[[ Supplied data, beginning ]]

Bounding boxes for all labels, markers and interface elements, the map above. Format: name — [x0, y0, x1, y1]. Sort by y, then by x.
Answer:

[[ Supplied data, end ]]
[[ Supplied data, beginning ]]

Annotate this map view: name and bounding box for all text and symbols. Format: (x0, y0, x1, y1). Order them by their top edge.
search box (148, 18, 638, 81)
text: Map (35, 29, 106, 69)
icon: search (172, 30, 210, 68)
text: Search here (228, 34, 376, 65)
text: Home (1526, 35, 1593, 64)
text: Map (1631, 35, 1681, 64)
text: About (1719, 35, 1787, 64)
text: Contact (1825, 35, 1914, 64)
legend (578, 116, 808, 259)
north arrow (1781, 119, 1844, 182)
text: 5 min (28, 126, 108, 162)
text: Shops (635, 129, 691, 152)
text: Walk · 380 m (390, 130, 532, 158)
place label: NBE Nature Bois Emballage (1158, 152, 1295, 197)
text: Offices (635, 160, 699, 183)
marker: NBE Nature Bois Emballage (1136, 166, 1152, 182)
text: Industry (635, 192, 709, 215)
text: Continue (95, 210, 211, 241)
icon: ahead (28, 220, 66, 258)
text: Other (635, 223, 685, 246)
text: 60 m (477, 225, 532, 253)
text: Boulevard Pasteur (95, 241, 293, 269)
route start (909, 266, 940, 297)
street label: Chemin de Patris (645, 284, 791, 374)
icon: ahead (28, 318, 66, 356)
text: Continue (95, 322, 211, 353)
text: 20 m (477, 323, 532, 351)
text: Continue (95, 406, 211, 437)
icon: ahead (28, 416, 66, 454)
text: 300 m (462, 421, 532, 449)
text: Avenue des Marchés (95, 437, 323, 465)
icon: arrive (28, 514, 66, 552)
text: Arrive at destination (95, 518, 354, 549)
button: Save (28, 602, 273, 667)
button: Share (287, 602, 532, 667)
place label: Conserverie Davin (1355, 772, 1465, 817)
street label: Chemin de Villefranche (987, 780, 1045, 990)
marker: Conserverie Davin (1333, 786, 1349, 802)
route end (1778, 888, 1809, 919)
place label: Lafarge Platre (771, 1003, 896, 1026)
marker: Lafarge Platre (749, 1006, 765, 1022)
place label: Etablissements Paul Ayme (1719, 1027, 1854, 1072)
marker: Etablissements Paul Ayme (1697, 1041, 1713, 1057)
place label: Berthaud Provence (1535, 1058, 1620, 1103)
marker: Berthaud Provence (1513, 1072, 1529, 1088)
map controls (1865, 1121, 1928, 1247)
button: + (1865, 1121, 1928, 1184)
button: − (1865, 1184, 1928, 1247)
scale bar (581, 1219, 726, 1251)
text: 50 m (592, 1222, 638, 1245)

[[ Supplied data, end ]]
[[ Supplied data, beginning ]]

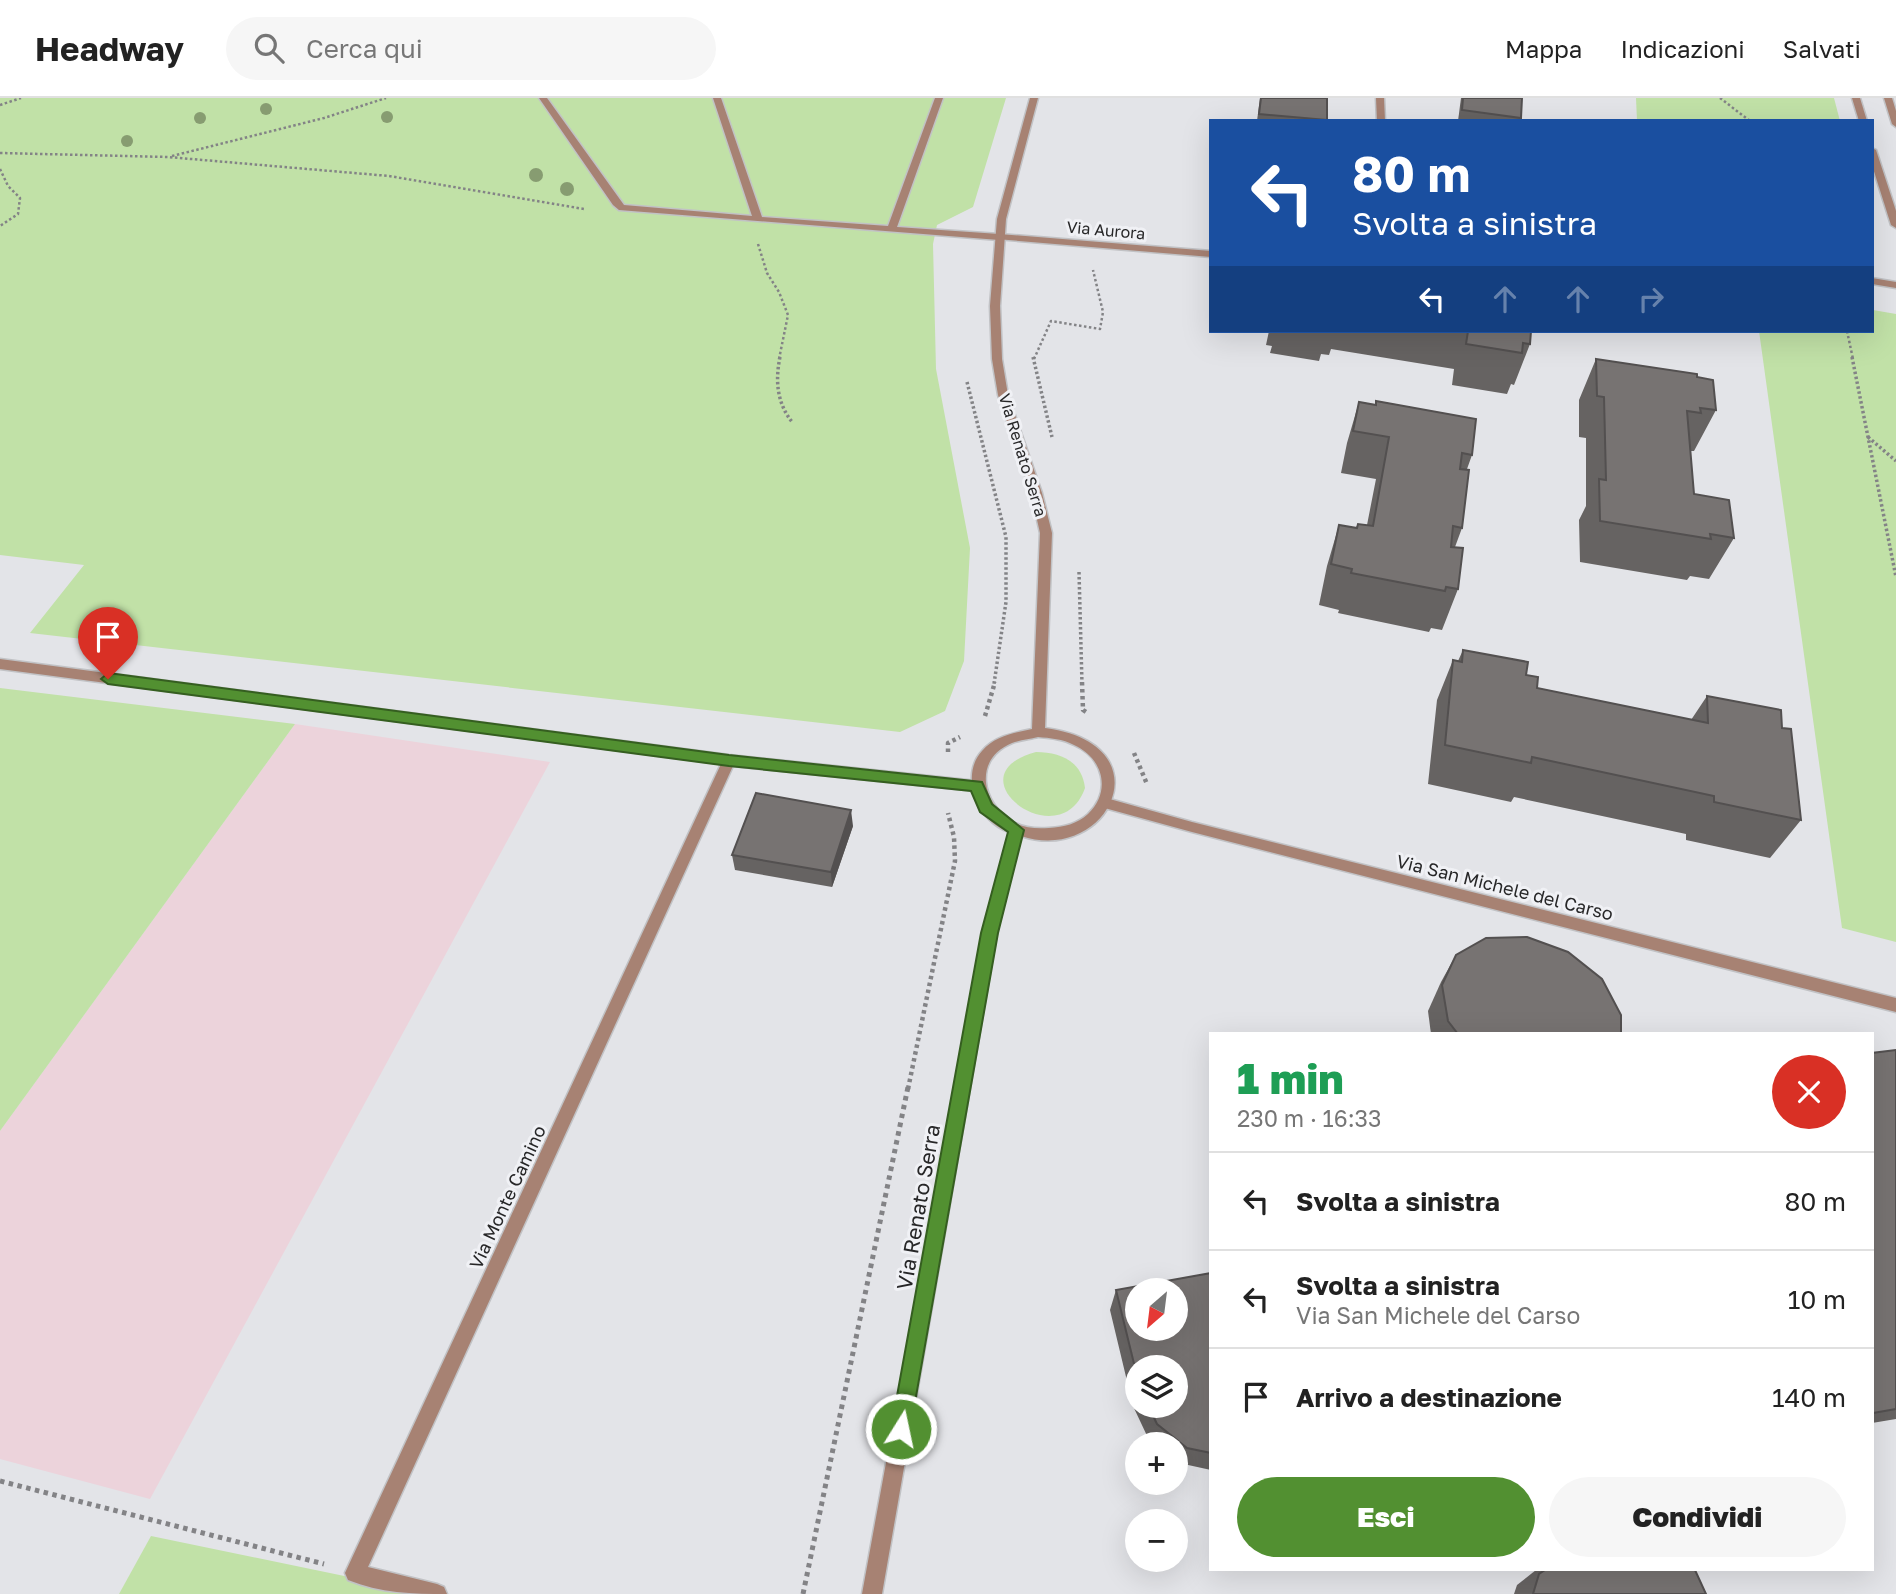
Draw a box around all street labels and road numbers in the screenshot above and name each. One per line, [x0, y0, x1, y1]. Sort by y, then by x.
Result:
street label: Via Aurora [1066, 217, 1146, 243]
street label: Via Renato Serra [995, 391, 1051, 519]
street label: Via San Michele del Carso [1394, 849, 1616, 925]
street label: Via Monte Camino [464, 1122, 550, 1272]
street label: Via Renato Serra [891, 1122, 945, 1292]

[[ Supplied data, end ]]

#### Work to complete
Every line containing the string "above" is required; copy each such line from the data.

#### Answer to this task
Bounding boxes for all labels, markers and interface elements, the map above. Format: name — [x0, y0, x1, y1]. Sort by y, then by x.
Draw a box around all street labels and road numbers in the screenshot above and name each. One per line, [x0, y0, x1, y1]. Sort by y, then by x.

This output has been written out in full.